Fortalezas para el crecimiento personal
Casi todos los programas de desarrollo personal se centran en las debilidades. "¿Poca disciplina? Aquí tienes un curso de disciplina". Pero la investigación muestra que un enfoque más eficaz consiste en construir sobre lo que ya se te da bien.
Eso no significa ignorar tus debilidades. Significa cambiar el orden de prioridades. En lugar de "¿qué tengo que arreglar?", pregunta: "¿qué puedo reforzar?".
Un ejercicio diario
Elige una de tus fortalezas distintivas. Cada día, úsala a propósito de una forma nueva. Solo una fortaleza. Solo una aplicación nueva. Al cabo de una semana, haz balance.
Ejemplos:
- Gratitud: el lunes escribe un mensaje a alguien a quien olvidaste dar las gracias. El martes empieza el día nombrando tres cosas concretas que agradeces. El miércoles agradece al camarero algo específico.
- Curiosidad: lee un artículo de un campo del que no sabes nada. Pregúntale a un compañero por su trabajo como si quisieras entenderlo de verdad. Prueba una receta de una cocina que nunca has explorado.
- Valentía: di en voz alta una opinión que llevas guardando. Habla cuando veas una injusticia. Empieza una conversación con alguien a quien te daba miedo acercarte.
Cuando una fortaleza se desmadra
Hay un concepto que recibe menos atención: el uso excesivo de las fortalezas. Cada fortaleza tiene su sombra. Demasiada perseverancia se convierte en cabezonería. Una prudencia excesiva se vuelve indecisión. Una amabilidad sin fin acaba en incapacidad de decir que no.
Grant y Schwartz (2011), en un estudio publicado en Perspectives on Psychological Science, mostraron que la relación entre fortalezas y resultados positivos sigue una curva en forma de U invertida. Hasta cierto punto, más es mejor. Pasado ese punto, más empieza a significar peor.
Si la gente de tu alrededor te señala una y otra vez que eres "demasiado honesto", "demasiado confiado" o "demasiado prudente", plantéate si tu fortaleza ha cruzado su umbral óptimo.
Cómo empezar: tres pasos
Si quieres llevar las fortalezas de la teoría a la práctica, no necesitas un plan complicado. Bastan tres pasos:
- Identifica. Averigua cuáles son tus cinco fortalezas distintivas. El test de fortalezas del carácter es la herramienta más validada para este fin.
- Observa. Durante una semana entera, fíjate en los momentos en que usas tus fortalezas de forma natural. ¿Cuándo te sientes "en tu elemento"? ¿Qué estás haciendo en ese momento?
- Experimenta.

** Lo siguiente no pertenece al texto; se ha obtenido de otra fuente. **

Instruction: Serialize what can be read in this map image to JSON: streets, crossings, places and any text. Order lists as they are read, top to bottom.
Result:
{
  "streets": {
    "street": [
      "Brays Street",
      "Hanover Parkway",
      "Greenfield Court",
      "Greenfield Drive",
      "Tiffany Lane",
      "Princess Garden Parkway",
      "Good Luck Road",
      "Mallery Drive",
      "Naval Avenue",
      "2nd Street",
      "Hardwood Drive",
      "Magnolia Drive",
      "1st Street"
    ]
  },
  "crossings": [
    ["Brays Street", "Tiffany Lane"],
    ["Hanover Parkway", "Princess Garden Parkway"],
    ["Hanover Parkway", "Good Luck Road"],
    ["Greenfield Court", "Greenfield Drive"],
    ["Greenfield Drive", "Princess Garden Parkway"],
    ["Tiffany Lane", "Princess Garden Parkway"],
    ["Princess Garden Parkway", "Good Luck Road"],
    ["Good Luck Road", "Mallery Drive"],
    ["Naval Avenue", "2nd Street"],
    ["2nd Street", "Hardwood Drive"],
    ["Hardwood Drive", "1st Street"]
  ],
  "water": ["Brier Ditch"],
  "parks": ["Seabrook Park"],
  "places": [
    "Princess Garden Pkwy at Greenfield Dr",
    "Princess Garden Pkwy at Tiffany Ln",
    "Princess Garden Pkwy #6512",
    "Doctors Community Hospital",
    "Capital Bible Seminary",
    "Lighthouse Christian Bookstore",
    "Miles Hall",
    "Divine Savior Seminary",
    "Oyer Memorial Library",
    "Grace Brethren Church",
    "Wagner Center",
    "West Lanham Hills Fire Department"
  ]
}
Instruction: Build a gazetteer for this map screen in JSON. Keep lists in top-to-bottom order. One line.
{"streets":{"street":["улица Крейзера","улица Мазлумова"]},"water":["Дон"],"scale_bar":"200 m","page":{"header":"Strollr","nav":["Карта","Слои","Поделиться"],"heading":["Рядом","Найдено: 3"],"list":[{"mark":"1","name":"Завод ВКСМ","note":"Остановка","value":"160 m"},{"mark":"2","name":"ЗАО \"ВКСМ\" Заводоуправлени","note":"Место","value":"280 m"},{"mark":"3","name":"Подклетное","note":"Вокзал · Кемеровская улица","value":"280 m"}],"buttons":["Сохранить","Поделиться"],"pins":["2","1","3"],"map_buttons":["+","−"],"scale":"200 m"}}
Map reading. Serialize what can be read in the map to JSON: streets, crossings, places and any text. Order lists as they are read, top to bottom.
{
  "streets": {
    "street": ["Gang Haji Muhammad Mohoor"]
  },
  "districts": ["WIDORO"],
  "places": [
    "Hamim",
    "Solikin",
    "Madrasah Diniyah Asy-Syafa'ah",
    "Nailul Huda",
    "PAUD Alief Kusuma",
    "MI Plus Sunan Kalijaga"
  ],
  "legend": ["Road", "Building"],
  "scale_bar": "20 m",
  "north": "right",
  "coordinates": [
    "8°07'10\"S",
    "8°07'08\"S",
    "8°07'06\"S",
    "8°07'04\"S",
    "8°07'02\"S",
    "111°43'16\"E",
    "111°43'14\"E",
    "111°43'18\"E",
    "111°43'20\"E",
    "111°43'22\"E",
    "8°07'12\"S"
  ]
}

Cada día, encuentra una forma nueva de aplicar una fortaleza distintiva. No tiene que ser nada grande. Las acciones pequeñas y deliberadas se acumulan.
Mucha gente pasa años trabajando sus debilidades y se pregunta por qué se siente agotada. ¿Y si probaras el enfoque contrario? Construye tu vida sobre aquello en lo que eres fuerte por naturaleza y observa qué cambia. Los resultados podrían sorprenderte.